Economics

Google Alphabet: who is new CEO Sundar Pichai?

Google has announced a radical restructuring

August 11, 2015
FILE - In this Monday, March 2, 2015 file photo, Sundar Pichai, senior vice president of Android, Chrome and Apps, talks during a conference during the Mobile World Congress, the world's largest mobile phone trade show in Barcelona, Spain. Google is creat
FILE - In this Monday, March 2, 2015 file photo, Sundar Pichai, senior vice president of Android, Chrome and Apps, talks during a conference during the Mobile World Congress, the world's largest mobile phone trade show in Barcelona, Spain. Google is creat

Why does Google have a new CEO?

Yesterday, the tech company announced a surprise reorganisation. Founders Larry Page and Sergei Brin announced the creation of a new parent company, Alphabet, which will sit above Google. Alphabet will oversee Google, investment vehicles Google Ventures and Google Capital, home devices company Nest, high speed internet brand Fiber, Calico, set up in 2013 to "cure death," and Google X, which makes all the crazy stuff like self-driving cars. Former Google CEO Page will move, along with Brin, to the helm of Alphabet, and rising star executive Sundar Pichai will replace him.

What qualifies Pichai for the job?

Pichai has already spent around eight months in charge of all of Google's products, Business Insider reports. “If there’s anybody that could take over as CEO one day, I would see Sundar as being a great choice for doing that,” Quest Venture Partners investor and ex-Googler Maarten Hooft told the publication last year. “There’s a lot of smart people [at Google], but in terms of the consumer products he’s worked on so far, I doubt they would be as successful without Sundar being there.”

So what's he like?

When news of his appointment broke, the venture capitalist Om Malik tweeted that it was "proof nice guys can win." The 42-year-old Pichai is reportedly considered to be just that; a genuinely likeable person, who came from humble roots—he grew up in India in a two bedroom apartment where he slept on the living room floor, according to Bloomberg. But his credentials within Google were hard-won.  In 2006 Pichai was a director of product management for Google's "toolbar," which sat within other search engines like Internet Explorer to make Google users' default search bar. According to Fortune, Pichai warned executives of his concern that Microsoft could modify Internet Explorer to make it much harder to run the toolbar. Shortly afterwards Google Chrome—a browser which has been one of the company's biggest success stories—was given the green light.

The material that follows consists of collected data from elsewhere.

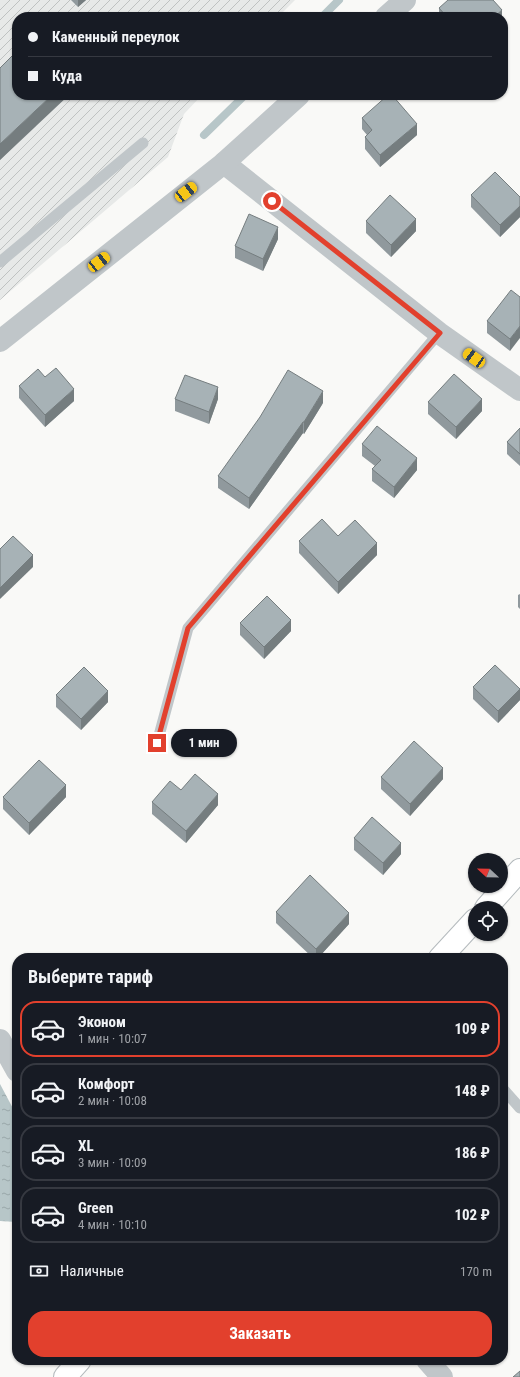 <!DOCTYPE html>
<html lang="ru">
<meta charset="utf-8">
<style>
body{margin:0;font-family:"Roboto Condensed",sans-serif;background:#20242c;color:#f1f3f6;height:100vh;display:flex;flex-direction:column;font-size:15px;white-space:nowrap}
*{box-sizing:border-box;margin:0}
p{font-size:13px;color:#9ea1a6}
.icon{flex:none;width:22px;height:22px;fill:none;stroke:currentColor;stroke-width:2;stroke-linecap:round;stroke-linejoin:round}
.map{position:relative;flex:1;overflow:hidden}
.panel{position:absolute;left:12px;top:953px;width:496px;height:412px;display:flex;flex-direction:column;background:#171b24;border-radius:16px;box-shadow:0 1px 3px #0004}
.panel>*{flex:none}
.top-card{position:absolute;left:12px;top:12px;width:496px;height:88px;border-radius:16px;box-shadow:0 1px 3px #0004;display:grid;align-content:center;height:88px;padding:0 16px;background:#171b24}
.needle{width:26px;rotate:292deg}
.fabs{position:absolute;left:468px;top:853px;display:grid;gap:8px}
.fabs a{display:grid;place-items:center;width:40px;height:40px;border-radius:50%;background:#171b24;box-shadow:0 1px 3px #0004;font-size:20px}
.end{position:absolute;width:18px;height:18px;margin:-9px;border:5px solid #e2402d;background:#fff;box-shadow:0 0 0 2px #fff}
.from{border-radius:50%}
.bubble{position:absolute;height:28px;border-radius:14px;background:#171b24;box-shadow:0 1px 3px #0004;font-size:13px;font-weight:700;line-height:28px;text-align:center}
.car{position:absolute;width:12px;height:24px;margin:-12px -6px;border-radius:5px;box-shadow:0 0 3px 1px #0007;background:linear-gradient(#f5c518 24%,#345 0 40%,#f5c518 0 76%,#345 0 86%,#f5c518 0)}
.top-card b{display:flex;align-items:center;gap:14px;height:38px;font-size:15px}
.top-card b+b{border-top:1px solid #363941}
.top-card i{width:10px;height:10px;background:#f1f3f6}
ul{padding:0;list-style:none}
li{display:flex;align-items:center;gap:12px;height:56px;margin:0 8px 6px;padding:0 8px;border:2px solid #363941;border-radius:16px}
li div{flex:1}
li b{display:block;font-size:15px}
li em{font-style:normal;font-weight:700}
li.active{border-color:#e2402d}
li>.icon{width:36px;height:36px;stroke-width:1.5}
h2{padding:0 16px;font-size:18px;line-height:48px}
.pay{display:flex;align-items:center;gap:10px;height:44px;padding:0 16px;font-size:15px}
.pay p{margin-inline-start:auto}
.action{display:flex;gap:8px;margin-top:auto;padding:8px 16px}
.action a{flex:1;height:46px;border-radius:16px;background:#e2402d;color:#fff;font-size:16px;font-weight:700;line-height:46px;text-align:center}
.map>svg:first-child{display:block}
.industrial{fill:url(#industrial-furrows)}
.water{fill:url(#water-ripples)}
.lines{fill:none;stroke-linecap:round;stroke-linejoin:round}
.stream{stroke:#b7c6c8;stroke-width:8}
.primary-casing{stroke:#b4babd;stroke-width:24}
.service{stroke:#c0c6c9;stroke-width:11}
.minor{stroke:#c0c6c9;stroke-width:22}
.primary{stroke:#fff;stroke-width:22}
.wall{fill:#90999d}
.shaded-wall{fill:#757d7f}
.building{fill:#a7b2b6;stroke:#757d7f}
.route{stroke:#e2402d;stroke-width:5}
</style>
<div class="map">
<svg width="520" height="1377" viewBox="0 0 520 1377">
<defs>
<pattern id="industrial-furrows" width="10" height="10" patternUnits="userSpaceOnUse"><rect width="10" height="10" fill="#e7e9e8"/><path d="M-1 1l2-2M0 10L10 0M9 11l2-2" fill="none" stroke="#bfc2c1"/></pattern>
<pattern id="water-ripples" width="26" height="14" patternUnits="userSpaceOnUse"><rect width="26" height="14" fill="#b7c6c8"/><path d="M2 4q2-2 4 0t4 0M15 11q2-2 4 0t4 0" fill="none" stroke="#98a6a8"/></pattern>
</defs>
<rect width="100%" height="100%" fill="#f9f9f7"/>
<polygon class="industrial" points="0,0 295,0 278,17 17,17 17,95 202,95 184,114 168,157 0,300"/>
<polygon class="water" points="0,1084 17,1116 17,1222 0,1221"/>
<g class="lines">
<g class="stream">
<polyline points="322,17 339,0"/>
<polyline points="204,135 245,95"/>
</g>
<defs>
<g id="primary">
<polyline points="486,908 520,870"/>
<polyline points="440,958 475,920"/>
<polyline points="65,1377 80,1360"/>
</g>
</defs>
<use href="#primary" class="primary-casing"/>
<g class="service">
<polyline points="0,262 143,143"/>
<polyline points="157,743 188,628 439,333"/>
<polyline points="503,1089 520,1108"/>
</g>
<g class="minor">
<polyline points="386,17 405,0"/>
<polyline points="224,163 439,333 520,390"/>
<polyline points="0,341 224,163 299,95"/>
<polyline points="0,1040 17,1071"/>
<polyline points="427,1360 442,1377"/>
</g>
<use href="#primary" class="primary"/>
</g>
<g class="wall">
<polygon points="71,0 86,0 78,7"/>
<polygon points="439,8 502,17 439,17"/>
<polygon points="362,118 417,135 380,167 365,149 365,137 367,135 362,129"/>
<polygon points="471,195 520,197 520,217 500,237 471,207"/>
<polygon points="366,221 416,231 391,257 366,233"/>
<polygon points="278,239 263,271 235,258 235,246"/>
<polygon points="520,297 510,351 487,333 487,321"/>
<polygon points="45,377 74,401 45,427 19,398 19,386"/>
<polygon points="175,399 218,399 209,424 175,411"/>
<polygon points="428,402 482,411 456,439 428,414"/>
<polygon points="323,403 304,434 303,433 249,509 218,488 218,476"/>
<polygon points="520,428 520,466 507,454 507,442"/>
<polygon points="362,444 417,470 394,498 372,481 372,469 375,466 362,456"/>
<polygon points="338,536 377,555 338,594 299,553 299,541"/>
<polygon points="520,594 520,609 518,607 518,595"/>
<polygon points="240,623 291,631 264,659 240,635"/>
<polygon points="473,687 520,700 498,723 473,699"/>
<polygon points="56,695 108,702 81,730 56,707"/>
<polygon points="381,777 443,779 410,816 381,789"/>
<polygon points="181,790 218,805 186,843 152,814 152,802"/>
<polygon points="3,797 66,797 29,835 3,809"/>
<polygon points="354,838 401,854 383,875 354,850"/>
<polygon points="276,912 349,924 318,958 313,958 276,923"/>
</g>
<g class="shaded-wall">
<polygon points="78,0 86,0 78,7"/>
<polygon points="502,10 502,17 494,17"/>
<polygon points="52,95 69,95 0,160 0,144"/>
<polygon points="417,124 417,135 380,167 380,155"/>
<polygon points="520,206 520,217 500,237 500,225"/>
<polygon points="416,219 416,231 391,257 391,245"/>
<polygon points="278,227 278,239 263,271 263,259"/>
<polygon points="520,326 520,338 510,351 510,339"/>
<polygon points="218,387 218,399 209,424 209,412"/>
<polygon points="74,389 74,401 45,427 45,415"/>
<polygon points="323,391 323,403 304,434 304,422"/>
<polygon points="482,399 482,411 456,439 456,427"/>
<polygon points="303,422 303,433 249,509 249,498"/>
<polygon points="417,458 417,470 394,498 394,487"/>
<polygon points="377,543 377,555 338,594 338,582"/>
<polygon points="33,555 33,567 0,599 0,588"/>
<polygon points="291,620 291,631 264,659 264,647"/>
<polygon points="520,689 520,700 498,723 498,711"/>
<polygon points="108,691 108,702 81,730 81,719"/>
<polygon points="443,768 443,779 410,816 410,804"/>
<polygon points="66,785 66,797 29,835 29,823"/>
<polygon points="218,794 218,805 186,843 186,831"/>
<polygon points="401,843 401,854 383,875 383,863"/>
<polygon points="349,913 349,924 318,958 316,958 316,949"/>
</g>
<g class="building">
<polygon points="448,0 493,0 502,10 494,17 447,17 439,8"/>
<polygon points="17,51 17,95 52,95 0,144 0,68"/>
<polygon points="388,95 392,95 417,124 380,155 365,137 372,130 362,118"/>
<polygon points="495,172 520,197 520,206 500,225 471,195"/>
<polygon points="390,195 416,219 391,245 366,221"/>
<polygon points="249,214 278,227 263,259 235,246"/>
<polygon points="511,290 520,297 520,326 510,339 487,321"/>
<polygon points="56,368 74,389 45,415 19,386 38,369 45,377"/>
<polygon points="288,370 323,391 304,422 303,422 249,498 218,476 260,417"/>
<polygon points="454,374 482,399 456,427 428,402"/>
<polygon points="185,375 218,387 209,412 175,399"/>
<polygon points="377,426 417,458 394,487 372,469 381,460 362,444"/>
<polygon points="520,428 520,454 507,442"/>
<polygon points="322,519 338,536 355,520 377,543 338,582 299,541"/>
<polygon points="13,536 33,555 0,588 0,549"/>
<polygon points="267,596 291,620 264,647 240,623"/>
<polygon points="495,665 520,689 498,711 473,687"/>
<polygon points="84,667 108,691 81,719 56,695"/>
<polygon points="414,741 443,768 410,804 381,777"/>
<polygon points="39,760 66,785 29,823 3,797"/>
<polygon points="195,774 218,794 186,831 152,802 170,781 181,790"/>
<polygon points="372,817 401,843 383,863 354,838"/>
<polygon points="310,875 349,913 316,949 276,912"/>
<polygon points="520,1371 520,1377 513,1377"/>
</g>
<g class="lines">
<polyline class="route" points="157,743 188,628 440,333 272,201"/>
</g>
</svg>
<div class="fabs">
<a><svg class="needle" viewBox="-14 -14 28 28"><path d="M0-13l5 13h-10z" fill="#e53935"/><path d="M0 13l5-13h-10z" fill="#9ea1a6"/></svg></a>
<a><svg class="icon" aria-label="locate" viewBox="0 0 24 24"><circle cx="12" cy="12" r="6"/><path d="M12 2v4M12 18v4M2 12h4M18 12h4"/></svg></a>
</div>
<i class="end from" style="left:272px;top:201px"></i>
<i class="end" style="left:157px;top:743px"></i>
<div class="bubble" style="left:171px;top:729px;width:66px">1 мин</div>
<i class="car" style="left:186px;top:192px;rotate:52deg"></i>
<i class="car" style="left:99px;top:262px;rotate:52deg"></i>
<i class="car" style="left:474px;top:358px;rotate:305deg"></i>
<div class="top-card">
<b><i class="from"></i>Каменный переулок</b>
<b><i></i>Куда</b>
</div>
<section class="panel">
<h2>Выберите тариф</h2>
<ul>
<li class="active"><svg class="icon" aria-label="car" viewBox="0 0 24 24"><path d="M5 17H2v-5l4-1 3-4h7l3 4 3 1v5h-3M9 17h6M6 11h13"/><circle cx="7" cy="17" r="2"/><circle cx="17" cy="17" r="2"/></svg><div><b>Эконом</b><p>1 мин · 10:07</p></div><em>109 ₽</em></li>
<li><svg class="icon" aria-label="car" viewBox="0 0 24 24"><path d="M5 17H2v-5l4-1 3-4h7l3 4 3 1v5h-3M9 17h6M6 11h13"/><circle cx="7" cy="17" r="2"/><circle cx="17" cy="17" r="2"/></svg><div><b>Комфорт</b><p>2 мин · 10:08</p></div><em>148 ₽</em></li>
<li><svg class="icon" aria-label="car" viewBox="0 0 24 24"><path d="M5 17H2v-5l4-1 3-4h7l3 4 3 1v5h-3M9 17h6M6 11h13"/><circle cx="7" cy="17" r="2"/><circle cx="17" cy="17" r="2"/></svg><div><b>XL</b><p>3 мин · 10:09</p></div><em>186 ₽</em></li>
<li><svg class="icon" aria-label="car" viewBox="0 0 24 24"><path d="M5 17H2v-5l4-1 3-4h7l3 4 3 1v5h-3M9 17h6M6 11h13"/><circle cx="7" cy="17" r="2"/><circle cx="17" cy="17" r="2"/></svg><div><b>Green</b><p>4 мин · 10:10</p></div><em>102 ₽</em></li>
</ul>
<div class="pay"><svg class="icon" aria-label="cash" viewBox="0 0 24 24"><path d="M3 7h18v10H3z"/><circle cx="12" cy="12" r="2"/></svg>Наличные<p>170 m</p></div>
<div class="action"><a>Заказать</a></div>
</section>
</div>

What does his appointment mean?

Page and Brin hope that the creation of alphabet will allow them to devote more time to long-term strategic planning and major projects. Presumably, the appointment of such a trusted lieutenant to run Google will allow them to sustain this hands-free approach. It should also allow Pichai to focus on perfecting and developing core parts of Google's business like the search engine and YouTube without more experimental projects distracting him. The markets seem to like the decision, anyway: Alphabet's stock jumped six points following the announcement.